In November, 2004, the Company completed a private placement of 1,811,429 units, each unit consisting of one share of common stock and a five-year warrant to purchase one additional share of common stock at a purchase price of $3.75 per share. The per-unit price was $2.50 (i.e., raising a gross total of $4,528,573). The Company used two agents in completing the sale of the units in the November 2004 private placement. As a fee, the Company paid the agents an aggregate of $362,286 in cash, and issued the agents fully-vested five-year warrants to purchase up to 181,143 units for an exercise price of $2.50 per unit. In addition, the Company incurred legal fees and other expenses of $70,898 related to this private placement.
On May 20, 2004, the Company received $1,100,000 in a convertible debt investment from Pandora Select Partners, L.P. The note was payable in interest only, at 10% per annum, through August 20, 2004, and thereafter is payable in equal monthly installments over the next 15 months. The note is convertible by Pandora into common stock of Spectre at $2.50 per share, and allows Spectre, subject to certain conditions and limitations, to make monthly installment payments with its common stock at a price per share equal to 90% of the average closing bid price of the common stock over the 30 trading days immediately preceding the payment date. In connection with the financing, Spectre paid a 3% origination fee, issued a fully-vested five-year warrant for the purchase of 200,000 shares of Spectre's common stock at $2.50 per share, and granted Pandora a security interest in the Company's assets. In addition, Spectre agreed to file a registration statement with the SEC, covering the issuance or resale of the shares of Spectre's common stock which may be issued in connection with the note and warrant issued to Pandora. The registration statement was declared effective on January 24, 2005. In connection with the financing, the Company also paid a finder's fee to Blake Capital Advisors, LLC, a Minnesota limited liability company wholly owned by Wayne W. Mills, a greater-than-five-percent shareholder of the Company, of $50,000 and issued a fully-vested five-year warrant for the purchase of 50,000 shares of the Company's common stock at $2.50 per share and a fully-vested five-year warrant for the purchase of 50,000 shares at $3.00 per share. Net cash received by the Company after paying the finders fee, origination fee and legal cost of the lender of $10,000 was $1,007,000. The balance of the note was paid on October 28, 2005.
On September 10, 2004, the Company issued two $750,000 promissory notes accruing interest at 10% per annum. One note was issued to Pandora and the other note was issued to Whitebox Intermarket Partners L.P. The notes were payable interest only through March 10, 2005, at which time the principal became due. In connection with the financing, Spectre paid a 3% origination fee, issued fully-vested five-year warrants for the purchase of 50,000 shares of Spectre's common stock at $3.00 per share to both Pandora and Whitebox, and granted Pandora and Whitebox security interests in the Company's assets.

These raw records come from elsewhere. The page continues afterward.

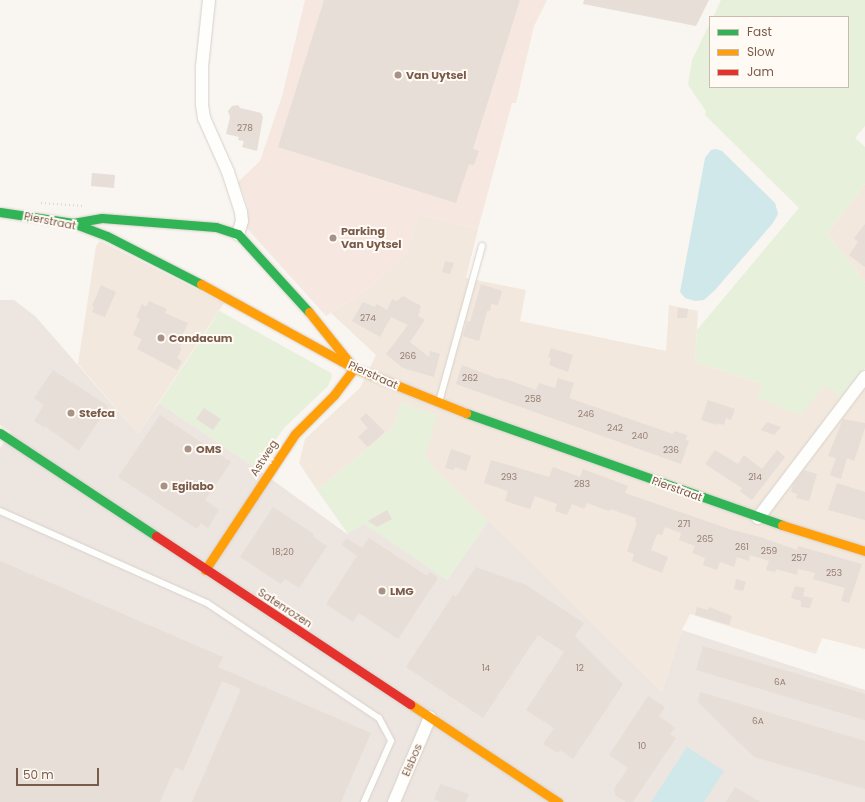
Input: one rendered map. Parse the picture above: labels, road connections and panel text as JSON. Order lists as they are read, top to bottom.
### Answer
{
  "streets": {
    "street": [
      "Pierstraat",
      "Astweg",
      "Satenrozen",
      "Elsbos"
    ]
  },
  "crossings": [
    ["Pierstraat", "Astweg"],
    ["Astweg", "Satenrozen"],
    ["Satenrozen", "Elsbos"]
  ],
  "places": [
    "Van Uytsel",
    "Parking Van Uytsel",
    "Condacum",
    "Stefca",
    "OMS",
    "Egilabo",
    "LMG"
  ],
  "house_numbers": [
    "278",
    "274",
    "266",
    "262",
    "258",
    "246",
    "242",
    "240",
    "236",
    "293",
    "214",
    "283",
    "271",
    "265",
    "261",
    "259",
    "18;20",
    "257",
    "253",
    "14",
    "12",
    "6A",
    "6A",
    "10"
  ],
  "legend": ["Fast", "Slow", "Jam"],
  "scale_bar": "50 m"
}
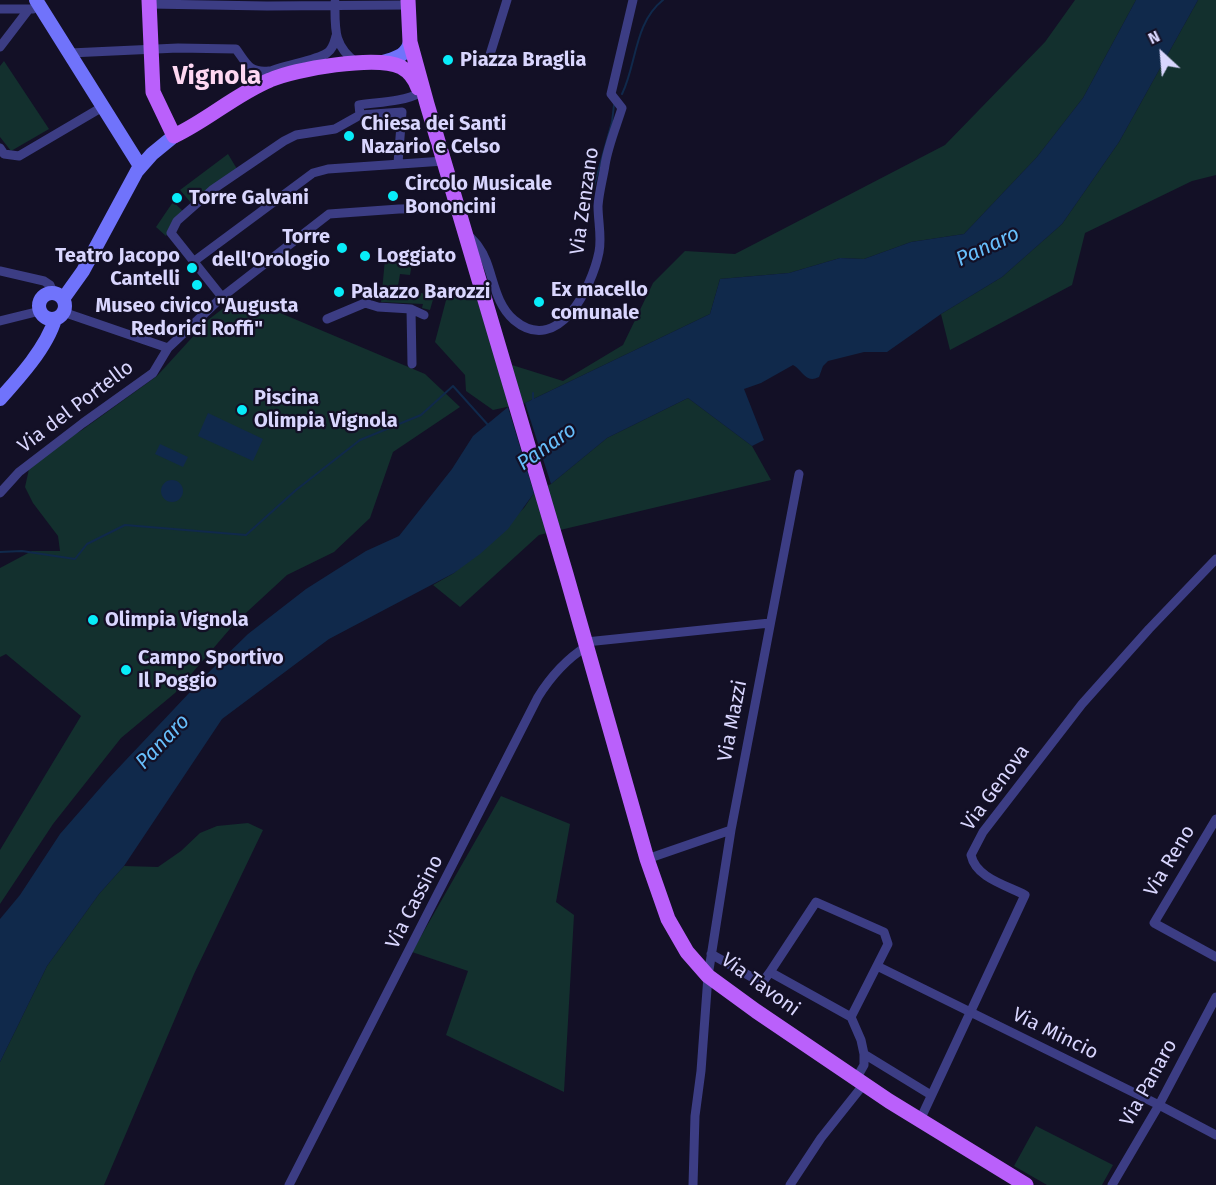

In addition, Spectre agreed to file a registration statement with the SEC, covering the issuance or resale of the shares of Spectre's common stock which may be issued in connection with the warrants issued to Pandora and Whitebox. The registration statement was declared effective on January 24, 2005. Net cash received by the Company after paying the origination fee and legal costs of the lenders of $5,000 was $1,450,000.
On March 10, 2005, the Company signed amendments to the two $750,000 secured promissory notes with Pandora and Whitebox. The amendments extended the due date of the notes to June 10, 2005, and provided the Company with the option to further extend the due date to September 10, 2005. As part of the amendment the Company agreed to maintain assets whose value equals or exceeds the principal interest amounts then owned under the notes. For purposes of valuing the assets for compliance under this provision, the Company's cash is valued at 100%, the Company's accounts receivable are valued at 80% and the Company's inventory and fixed assets are valued at 50% of their book value. As consideration for the amendments, the Company paid Pandora and Whitebox each $18,750. In June 2005, the Company exercised its option to extend the due dates of the two notes to September 10, 2005, and in consideration therefore paid the lenders $18,750 each.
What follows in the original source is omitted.